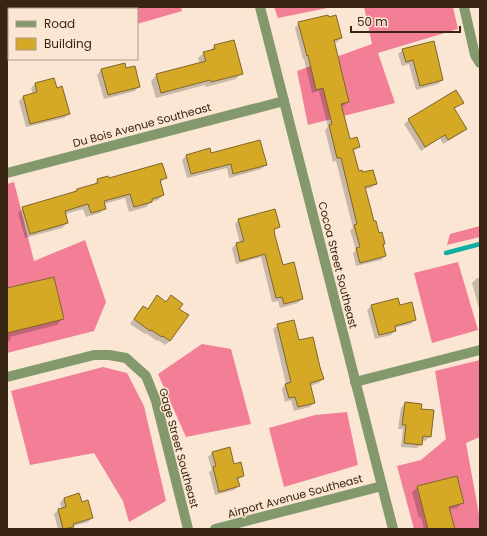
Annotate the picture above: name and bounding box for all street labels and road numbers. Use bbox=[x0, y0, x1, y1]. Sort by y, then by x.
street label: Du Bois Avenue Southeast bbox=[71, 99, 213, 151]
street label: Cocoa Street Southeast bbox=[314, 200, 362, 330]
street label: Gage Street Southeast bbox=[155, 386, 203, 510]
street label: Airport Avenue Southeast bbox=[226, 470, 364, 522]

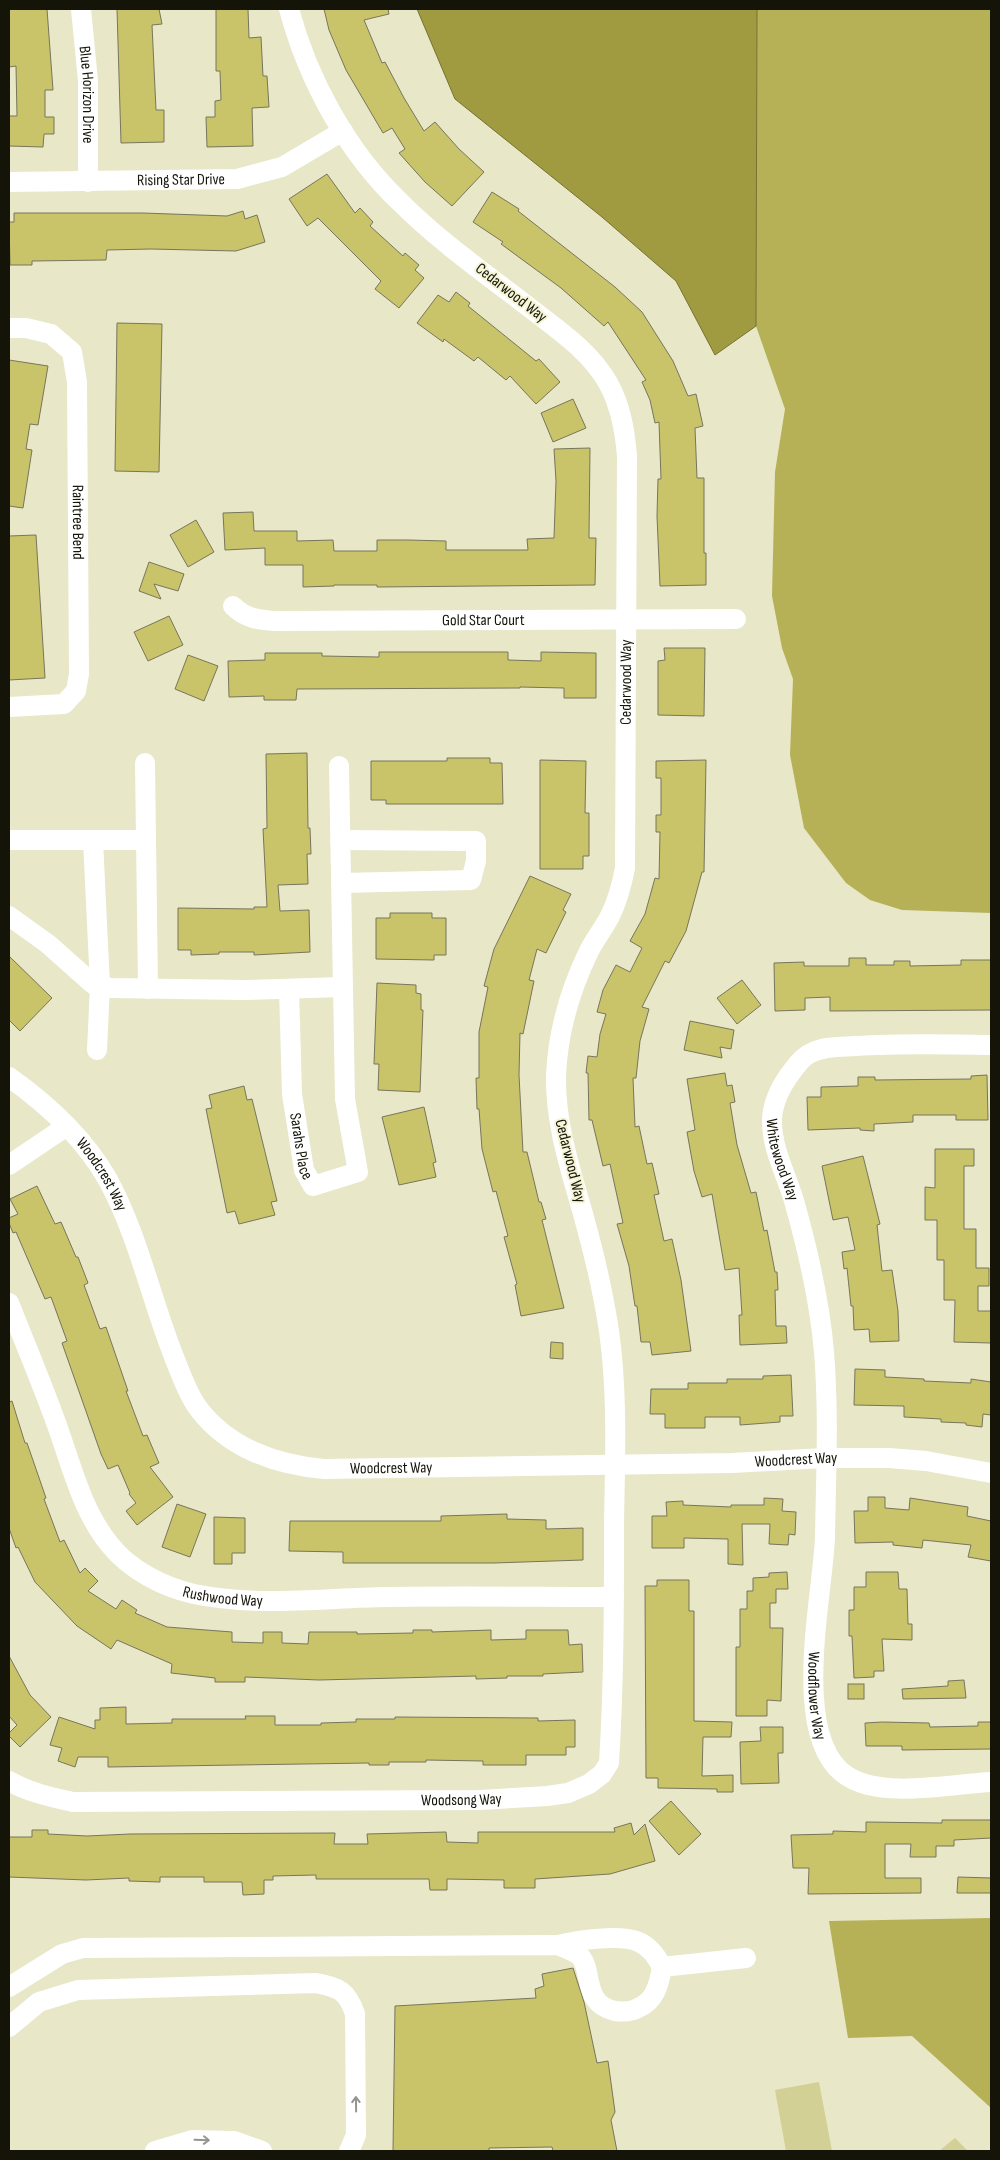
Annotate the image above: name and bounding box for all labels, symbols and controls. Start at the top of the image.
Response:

TASK: Return the material word for word. Pictures are not part of the copy.

RESULT FOR THIS TASK:
Annotate the picture above: name and bounding box for all street labels and road numbers. Use bbox=[x0, y0, x1, y1]. Sort by y, then by x.
street label: Du Bois Avenue Southeast bbox=[71, 99, 213, 151]
street label: Cocoa Street Southeast bbox=[314, 200, 362, 330]
street label: Gage Street Southeast bbox=[155, 386, 203, 510]
street label: Airport Avenue Southeast bbox=[226, 470, 364, 522]

Annotate the image above: name and bounding box for all labels, symbols and controls. Start at the top of the image.
Response:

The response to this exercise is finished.